The school has drawn its share of celebrities, too, including Linda Evans and Salma Hayek, who were in South Sound recently for one of its events.

Many students say they've learned how to improve their lives at the school, which teaches a mix of philosophy, science, history, psychology, self-help and paranormal activities, among other things.

"This school, these teachings and this truth has saved my life many, many times," said Stephany Ray, 56, of Yelm. "The school has taught me to love myself, has taught me and helped me to find the God within me. ... I always knew there was more to life, but I didn't know what or how."

Ray was living in Philadelphia and was a vice-president and certified financial planner for Prudential Bache Securities when she first attended a New York "Ramtha Dialogue" in 1984.

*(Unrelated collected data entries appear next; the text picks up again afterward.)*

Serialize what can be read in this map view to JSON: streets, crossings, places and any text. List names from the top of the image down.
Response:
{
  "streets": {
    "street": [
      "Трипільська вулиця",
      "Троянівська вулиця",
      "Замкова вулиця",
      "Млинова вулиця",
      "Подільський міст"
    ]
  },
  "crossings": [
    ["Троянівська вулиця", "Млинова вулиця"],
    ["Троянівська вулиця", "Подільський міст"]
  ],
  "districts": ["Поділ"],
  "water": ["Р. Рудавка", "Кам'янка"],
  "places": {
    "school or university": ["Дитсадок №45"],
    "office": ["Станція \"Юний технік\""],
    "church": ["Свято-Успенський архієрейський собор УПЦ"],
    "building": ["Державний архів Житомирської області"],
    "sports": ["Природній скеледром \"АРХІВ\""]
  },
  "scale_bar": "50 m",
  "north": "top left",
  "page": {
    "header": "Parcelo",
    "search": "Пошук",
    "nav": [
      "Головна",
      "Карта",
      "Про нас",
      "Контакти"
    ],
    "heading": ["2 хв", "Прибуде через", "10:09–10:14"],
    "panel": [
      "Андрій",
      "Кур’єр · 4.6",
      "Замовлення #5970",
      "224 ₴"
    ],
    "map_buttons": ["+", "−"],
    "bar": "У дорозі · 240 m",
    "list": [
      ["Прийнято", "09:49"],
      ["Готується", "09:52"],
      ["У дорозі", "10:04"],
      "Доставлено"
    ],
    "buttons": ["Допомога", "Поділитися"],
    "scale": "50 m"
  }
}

She spent a few years traveling around the country to attend other Ramtha events before moving to Yelm in 1988.

Ray said she doesn't see a woman when Knight channels Ramtha. She sees an entirely different "energy."

"It's a male energy, it's a loving energy, it's a powerful energy, and it's a truthful energy," Ray said.

In its early years, the school was considered extremely controversial in the community. A local church group picketed along the property, and Knight was called the "daughter of Satan."

"I think 20 years ago, it was looked at with a lot of skepticism due to the nature of the teachings," said Yelm City Councilmember Bob Isom. "At that time, it certainly wasn't the norm. It was a new and emerging philosophy, for a lack of better words."

During the late 1980s, Knight was shot at while working in her yard. The bullet missed her, and struck the lawn trimmer that she was holding.

Today, many in South Sound still don't approve of what the school teaches.

For example, Ramtha's teaching that people are God goes against traditional Christian beliefs, said pastor Dave Minton of Capital Christian Center in Olympia.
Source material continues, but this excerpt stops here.